> Requirement: Every line of the data that includes "above" should be copied out.
+++++
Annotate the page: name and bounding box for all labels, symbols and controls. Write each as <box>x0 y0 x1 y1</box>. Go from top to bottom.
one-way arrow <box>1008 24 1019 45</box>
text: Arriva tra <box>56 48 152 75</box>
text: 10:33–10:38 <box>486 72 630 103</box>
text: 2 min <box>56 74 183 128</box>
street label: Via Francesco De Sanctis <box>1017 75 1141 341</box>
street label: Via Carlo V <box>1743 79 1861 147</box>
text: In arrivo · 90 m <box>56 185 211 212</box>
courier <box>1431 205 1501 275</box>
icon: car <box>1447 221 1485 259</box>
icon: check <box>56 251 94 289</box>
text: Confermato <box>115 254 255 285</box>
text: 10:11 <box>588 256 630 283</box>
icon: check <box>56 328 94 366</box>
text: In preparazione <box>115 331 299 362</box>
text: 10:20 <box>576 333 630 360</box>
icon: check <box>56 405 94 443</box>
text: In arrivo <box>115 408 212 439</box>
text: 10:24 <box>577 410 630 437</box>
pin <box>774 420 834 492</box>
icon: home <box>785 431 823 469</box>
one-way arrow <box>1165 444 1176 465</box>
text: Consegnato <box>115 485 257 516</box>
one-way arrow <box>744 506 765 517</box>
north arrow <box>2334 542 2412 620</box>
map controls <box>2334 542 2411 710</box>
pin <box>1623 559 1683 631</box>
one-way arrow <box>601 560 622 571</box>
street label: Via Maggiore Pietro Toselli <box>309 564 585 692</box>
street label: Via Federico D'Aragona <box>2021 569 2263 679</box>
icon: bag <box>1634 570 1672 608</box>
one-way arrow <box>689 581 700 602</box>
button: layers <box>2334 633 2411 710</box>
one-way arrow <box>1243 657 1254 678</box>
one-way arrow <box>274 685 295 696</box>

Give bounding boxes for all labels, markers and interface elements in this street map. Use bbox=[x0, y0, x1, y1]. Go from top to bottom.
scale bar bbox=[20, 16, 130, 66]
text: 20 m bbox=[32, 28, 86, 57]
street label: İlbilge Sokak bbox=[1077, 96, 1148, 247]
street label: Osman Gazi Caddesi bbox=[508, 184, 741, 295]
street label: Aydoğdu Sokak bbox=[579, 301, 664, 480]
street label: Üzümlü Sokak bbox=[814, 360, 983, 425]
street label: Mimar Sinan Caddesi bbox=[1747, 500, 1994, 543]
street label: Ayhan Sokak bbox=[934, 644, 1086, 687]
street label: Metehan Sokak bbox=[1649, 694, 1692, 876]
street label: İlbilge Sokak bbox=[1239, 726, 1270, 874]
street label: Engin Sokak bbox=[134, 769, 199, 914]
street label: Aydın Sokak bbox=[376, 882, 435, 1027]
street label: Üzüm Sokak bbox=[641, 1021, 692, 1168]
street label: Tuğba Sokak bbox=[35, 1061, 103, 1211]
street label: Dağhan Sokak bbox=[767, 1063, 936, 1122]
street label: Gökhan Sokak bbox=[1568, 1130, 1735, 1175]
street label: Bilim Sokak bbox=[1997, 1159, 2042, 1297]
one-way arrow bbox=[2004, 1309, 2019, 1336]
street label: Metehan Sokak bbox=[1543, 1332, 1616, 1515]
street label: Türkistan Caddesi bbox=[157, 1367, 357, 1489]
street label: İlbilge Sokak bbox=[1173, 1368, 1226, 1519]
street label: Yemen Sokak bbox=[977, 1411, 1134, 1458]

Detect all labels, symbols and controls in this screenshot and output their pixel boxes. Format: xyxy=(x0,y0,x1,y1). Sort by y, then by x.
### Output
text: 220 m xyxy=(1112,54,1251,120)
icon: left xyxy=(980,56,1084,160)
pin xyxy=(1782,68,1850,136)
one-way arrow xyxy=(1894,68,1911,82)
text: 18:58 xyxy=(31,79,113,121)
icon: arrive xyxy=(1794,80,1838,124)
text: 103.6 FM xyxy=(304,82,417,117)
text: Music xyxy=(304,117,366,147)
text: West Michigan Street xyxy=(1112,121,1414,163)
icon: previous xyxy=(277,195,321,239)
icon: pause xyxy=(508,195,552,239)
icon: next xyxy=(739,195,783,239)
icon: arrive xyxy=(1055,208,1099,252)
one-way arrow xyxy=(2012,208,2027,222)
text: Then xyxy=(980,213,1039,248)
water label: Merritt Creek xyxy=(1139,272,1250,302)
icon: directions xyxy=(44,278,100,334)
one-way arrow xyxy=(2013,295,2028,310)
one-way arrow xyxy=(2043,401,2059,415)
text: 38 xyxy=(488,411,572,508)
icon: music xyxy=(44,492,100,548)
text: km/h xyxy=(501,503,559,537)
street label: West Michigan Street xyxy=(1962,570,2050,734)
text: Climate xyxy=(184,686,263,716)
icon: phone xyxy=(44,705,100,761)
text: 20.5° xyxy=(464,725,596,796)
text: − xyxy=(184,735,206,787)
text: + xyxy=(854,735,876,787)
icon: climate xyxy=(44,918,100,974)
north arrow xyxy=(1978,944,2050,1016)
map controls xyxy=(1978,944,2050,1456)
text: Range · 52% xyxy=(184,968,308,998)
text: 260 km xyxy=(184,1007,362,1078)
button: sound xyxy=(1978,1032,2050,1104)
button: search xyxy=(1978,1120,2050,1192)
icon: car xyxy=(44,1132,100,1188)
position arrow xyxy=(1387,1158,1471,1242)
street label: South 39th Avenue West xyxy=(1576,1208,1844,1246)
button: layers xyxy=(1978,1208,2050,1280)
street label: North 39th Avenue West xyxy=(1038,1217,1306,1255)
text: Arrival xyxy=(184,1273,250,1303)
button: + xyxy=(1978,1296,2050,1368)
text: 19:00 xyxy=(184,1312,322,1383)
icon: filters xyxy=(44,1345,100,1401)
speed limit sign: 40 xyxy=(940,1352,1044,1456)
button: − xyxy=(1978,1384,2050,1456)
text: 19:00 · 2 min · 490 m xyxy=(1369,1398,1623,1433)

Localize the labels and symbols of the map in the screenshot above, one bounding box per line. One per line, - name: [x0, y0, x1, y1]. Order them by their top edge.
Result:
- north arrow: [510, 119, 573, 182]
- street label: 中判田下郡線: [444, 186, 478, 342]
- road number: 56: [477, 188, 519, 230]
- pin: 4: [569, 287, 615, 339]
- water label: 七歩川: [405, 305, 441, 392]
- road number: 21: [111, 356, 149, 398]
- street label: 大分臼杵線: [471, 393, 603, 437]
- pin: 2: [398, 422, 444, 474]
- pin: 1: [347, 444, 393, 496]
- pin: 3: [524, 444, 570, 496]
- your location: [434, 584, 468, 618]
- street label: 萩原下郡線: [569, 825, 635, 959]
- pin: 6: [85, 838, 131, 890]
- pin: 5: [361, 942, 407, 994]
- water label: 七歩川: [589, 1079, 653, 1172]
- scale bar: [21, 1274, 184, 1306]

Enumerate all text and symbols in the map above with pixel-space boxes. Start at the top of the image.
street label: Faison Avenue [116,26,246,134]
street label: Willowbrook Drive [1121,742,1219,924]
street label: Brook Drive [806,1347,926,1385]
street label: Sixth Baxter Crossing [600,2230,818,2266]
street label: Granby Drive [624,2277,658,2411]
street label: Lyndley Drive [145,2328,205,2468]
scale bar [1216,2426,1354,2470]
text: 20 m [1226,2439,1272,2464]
+++++
> Answer for this exercise:
Localize the labels and symbols of the map in the screenshot above, one bounding box per line. One per line, - name: [x0, y0, x1, y1]. Order them by their top edge.
Enumerate all text and symbols in the map above with pixel-space boxes. Start at the top of the image.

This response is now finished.